If you have sufficient hardware, you can accelerate the recovery process by having one computer use Exmerge to generate the .pst files and a second computer to merge the .pst file information back into the Exchange server. Exmerge offers several options; you can use the utility to move mailboxes and to clean up after virus attacks. Validate the results of the recovery process by making sure that the affected users have their mail back.
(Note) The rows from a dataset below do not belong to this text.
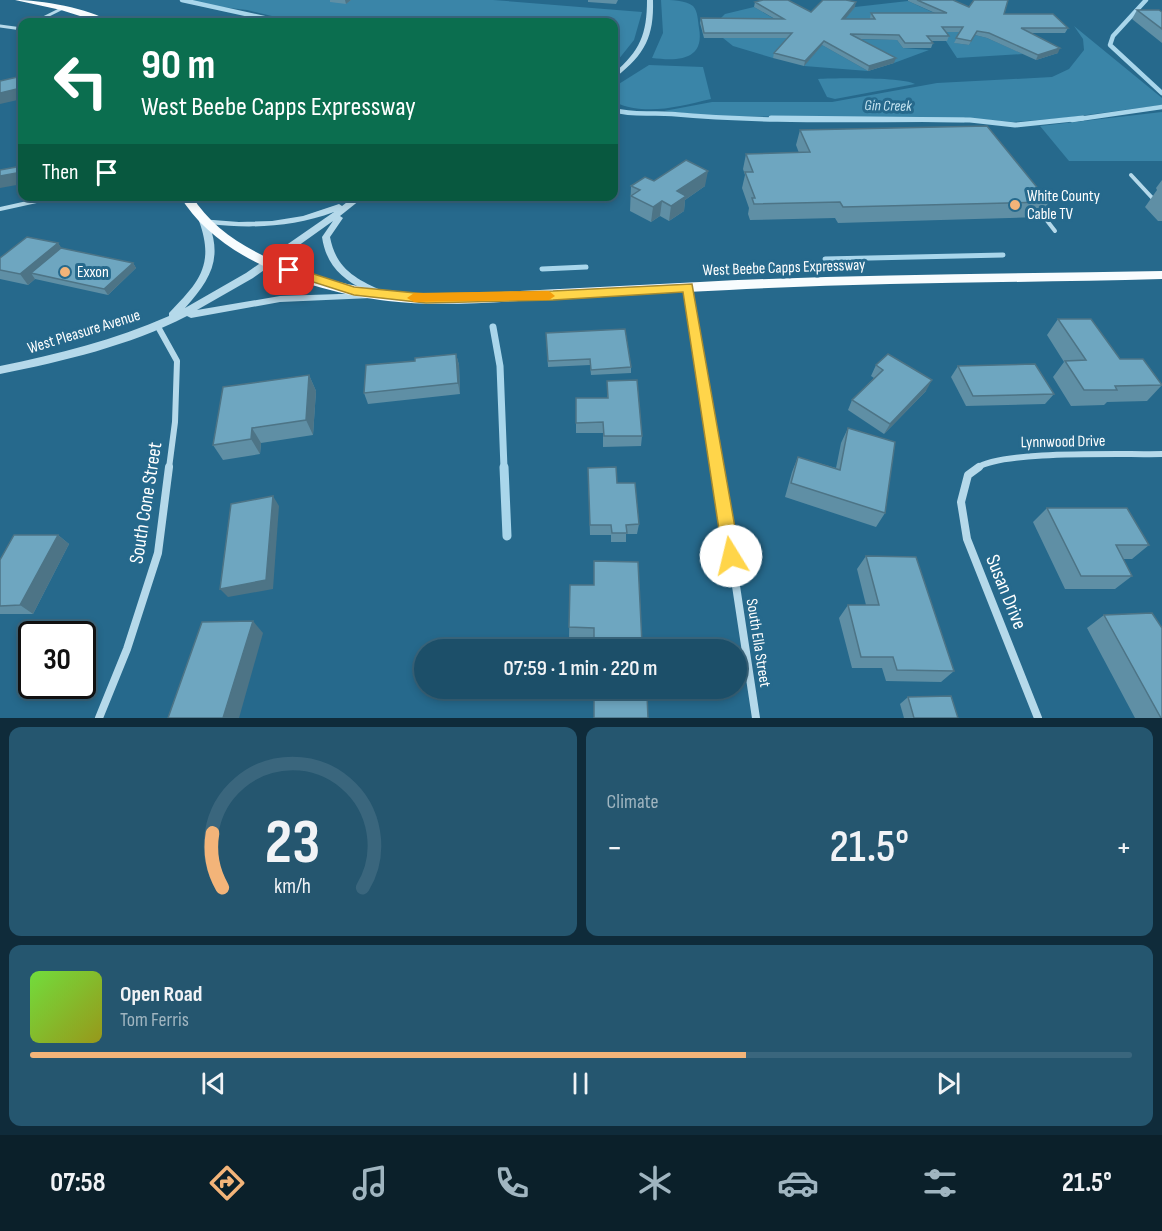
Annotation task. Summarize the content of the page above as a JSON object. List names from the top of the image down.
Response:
{
  "streets": {
    "main road": ["West Beebe Capps Expressway"],
    "street": [
      "West Pleasure Avenue",
      "Lynnwood Drive",
      "South Cone Street",
      "Susan Drive",
      "South Ella Street"
    ]
  },
  "crossings": [
    ["West Beebe Capps Expressway", "West Pleasure Avenue"],
    ["West Beebe Capps Expressway", "South Ella Street"],
    ["West Pleasure Avenue", "South Cone Street"],
    ["Lynnwood Drive", "Susan Drive"]
  ],
  "water": ["Gin Creek"],
  "places": ["White County Cable TV", "Exxon"],
  "page": {
    "turn": ["90 m", "West Beebe Capps Expressway"],
    "then": "Then",
    "limit": "30",
    "trip": "07:59 · 1 min · 220 m",
    "tile": "Climate",
    "heat": ["−", "21.5°", "+"],
    "song": ["Open Road", "Tom Ferris"],
    "tabs": ["07:58", "21.5°"],
    "gauge": ["23", "km/h"]
  }
}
And finally, you can celebrate!

A Valuable Tool
At first glance, this recovery process might seem daunting, but when you become comfortable with it, you'll find it a valuable tool for your recovery kit. Although you might not use it every time you need to recover an Exchange IS, one day it might keep you from missing the recovery window in your service level agreement (SLA). When the traditional restore methods aren't going well (e.g., you can't locate the latest backup tape, the data on the tape is corrupt), this method lets you get your Exchange server back up immediately and restore the mail later.